Start of Records shown

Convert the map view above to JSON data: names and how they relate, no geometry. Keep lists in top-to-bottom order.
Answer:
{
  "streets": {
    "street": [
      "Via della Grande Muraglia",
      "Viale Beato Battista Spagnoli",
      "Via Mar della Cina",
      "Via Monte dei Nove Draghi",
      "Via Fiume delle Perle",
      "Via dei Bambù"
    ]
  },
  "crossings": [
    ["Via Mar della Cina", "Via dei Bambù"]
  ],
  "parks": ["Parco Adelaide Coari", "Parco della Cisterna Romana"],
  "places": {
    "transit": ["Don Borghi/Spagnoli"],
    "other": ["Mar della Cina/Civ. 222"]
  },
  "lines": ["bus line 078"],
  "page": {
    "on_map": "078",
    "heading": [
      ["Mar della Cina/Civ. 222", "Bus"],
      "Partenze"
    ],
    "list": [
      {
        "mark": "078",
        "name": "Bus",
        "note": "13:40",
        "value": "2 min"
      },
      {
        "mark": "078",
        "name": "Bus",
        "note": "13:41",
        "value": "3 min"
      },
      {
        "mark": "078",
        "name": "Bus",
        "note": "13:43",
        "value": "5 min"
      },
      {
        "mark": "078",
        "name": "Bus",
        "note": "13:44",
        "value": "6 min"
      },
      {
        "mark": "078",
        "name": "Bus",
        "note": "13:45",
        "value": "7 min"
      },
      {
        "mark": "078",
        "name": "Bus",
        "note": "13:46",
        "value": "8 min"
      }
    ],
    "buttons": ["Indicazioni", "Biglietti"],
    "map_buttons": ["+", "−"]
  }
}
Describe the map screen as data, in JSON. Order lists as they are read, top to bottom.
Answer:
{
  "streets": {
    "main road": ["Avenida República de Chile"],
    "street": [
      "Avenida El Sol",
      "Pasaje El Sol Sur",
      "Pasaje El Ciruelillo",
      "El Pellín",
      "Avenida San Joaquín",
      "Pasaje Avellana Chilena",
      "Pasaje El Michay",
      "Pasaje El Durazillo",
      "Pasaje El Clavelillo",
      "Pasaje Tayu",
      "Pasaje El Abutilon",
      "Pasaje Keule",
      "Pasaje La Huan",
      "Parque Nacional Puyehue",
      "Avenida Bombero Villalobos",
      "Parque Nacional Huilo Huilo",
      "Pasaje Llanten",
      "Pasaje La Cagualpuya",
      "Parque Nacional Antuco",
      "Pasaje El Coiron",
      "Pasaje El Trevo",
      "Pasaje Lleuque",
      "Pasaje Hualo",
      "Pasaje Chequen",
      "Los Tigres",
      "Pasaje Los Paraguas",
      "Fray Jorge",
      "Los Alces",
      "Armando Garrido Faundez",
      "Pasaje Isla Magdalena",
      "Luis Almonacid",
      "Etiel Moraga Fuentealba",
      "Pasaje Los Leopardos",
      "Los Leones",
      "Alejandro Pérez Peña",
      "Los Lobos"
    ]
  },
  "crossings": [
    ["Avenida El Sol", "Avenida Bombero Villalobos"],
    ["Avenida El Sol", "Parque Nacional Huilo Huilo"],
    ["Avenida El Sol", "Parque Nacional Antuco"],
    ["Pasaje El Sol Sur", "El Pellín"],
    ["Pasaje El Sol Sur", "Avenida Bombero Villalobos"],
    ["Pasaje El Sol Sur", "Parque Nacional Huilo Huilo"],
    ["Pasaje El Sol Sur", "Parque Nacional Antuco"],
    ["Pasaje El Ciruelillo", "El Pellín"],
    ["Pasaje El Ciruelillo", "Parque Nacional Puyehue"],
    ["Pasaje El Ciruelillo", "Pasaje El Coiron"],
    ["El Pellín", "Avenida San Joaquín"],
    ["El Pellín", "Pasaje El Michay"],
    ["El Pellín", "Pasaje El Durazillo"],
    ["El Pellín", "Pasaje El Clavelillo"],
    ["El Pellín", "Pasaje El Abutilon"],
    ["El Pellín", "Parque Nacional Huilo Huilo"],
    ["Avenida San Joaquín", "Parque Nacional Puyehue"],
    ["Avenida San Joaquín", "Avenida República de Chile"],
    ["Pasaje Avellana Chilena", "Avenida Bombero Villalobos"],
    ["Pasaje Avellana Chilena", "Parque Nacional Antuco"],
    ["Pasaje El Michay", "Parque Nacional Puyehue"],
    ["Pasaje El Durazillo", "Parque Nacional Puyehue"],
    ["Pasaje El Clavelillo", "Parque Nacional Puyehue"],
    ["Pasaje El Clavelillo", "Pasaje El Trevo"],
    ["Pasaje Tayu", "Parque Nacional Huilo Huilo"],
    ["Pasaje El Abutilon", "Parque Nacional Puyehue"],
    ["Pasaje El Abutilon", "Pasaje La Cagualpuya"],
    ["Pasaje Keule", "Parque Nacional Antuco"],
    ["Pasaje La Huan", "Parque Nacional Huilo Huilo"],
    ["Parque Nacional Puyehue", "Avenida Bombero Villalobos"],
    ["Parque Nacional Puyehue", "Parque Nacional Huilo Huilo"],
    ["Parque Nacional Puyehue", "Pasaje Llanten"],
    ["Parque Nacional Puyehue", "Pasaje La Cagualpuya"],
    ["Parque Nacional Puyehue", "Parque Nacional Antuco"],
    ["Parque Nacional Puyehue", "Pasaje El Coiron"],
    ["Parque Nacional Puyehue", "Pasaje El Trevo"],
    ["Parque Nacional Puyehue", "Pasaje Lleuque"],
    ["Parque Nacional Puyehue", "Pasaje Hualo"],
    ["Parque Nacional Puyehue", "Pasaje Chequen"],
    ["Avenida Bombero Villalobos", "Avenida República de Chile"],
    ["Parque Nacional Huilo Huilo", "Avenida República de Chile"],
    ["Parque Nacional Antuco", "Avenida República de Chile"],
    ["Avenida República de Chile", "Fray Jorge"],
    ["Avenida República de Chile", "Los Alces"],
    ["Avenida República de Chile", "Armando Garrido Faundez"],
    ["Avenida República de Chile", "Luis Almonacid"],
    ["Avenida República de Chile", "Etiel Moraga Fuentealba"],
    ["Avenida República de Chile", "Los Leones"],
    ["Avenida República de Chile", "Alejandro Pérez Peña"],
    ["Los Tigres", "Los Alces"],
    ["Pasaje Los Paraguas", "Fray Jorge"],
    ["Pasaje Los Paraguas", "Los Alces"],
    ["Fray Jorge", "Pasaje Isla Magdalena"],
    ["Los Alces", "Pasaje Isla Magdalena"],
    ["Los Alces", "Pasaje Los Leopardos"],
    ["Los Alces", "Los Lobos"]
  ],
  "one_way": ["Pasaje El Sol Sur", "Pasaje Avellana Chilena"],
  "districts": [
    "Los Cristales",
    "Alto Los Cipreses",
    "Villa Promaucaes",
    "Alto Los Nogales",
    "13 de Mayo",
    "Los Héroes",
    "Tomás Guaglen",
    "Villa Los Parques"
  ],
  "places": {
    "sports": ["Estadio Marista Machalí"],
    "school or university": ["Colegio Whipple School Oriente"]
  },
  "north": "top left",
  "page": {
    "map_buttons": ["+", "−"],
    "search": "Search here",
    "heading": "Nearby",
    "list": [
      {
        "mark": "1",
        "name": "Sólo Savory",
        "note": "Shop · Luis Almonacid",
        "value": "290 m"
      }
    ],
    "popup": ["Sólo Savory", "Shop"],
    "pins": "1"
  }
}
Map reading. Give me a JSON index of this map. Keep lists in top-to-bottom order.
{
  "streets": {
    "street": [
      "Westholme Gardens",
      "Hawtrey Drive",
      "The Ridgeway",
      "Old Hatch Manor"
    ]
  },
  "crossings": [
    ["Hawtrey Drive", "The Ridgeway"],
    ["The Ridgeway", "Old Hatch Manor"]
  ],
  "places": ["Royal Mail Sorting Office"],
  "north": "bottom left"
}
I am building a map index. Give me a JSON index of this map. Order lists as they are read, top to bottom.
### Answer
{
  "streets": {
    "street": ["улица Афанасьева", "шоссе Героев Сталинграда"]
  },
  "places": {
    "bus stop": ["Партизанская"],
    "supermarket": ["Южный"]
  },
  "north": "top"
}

End of Records shown

Copy out exactly the line that holds "Map reading. Give" and all remaining lines of the listing, both the first and the last included.

Map reading. Give me a JSON index of this map. Keep lists in top-to-bottom order.
{
  "streets": {
    "street": [
      "Westholme Gardens",
      "Hawtrey Drive",
      "The Ridgeway",
      "Old Hatch Manor"
    ]
  },
  "crossings": [
    ["Hawtrey Drive", "The Ridgeway"],
    ["The Ridgeway", "Old Hatch Manor"]
  ],
  "places": ["Royal Mail Sorting Office"],
  "north": "bottom left"
}
I am building a map index. Give me a JSON index of this map. Order lists as they are read, top to bottom.
### Answer
{
  "streets": {
    "street": ["улица Афанасьева", "шоссе Героев Сталинграда"]
  },
  "places": {
    "bus stop": ["Партизанская"],
    "supermarket": ["Южный"]
  },
  "north": "top"
}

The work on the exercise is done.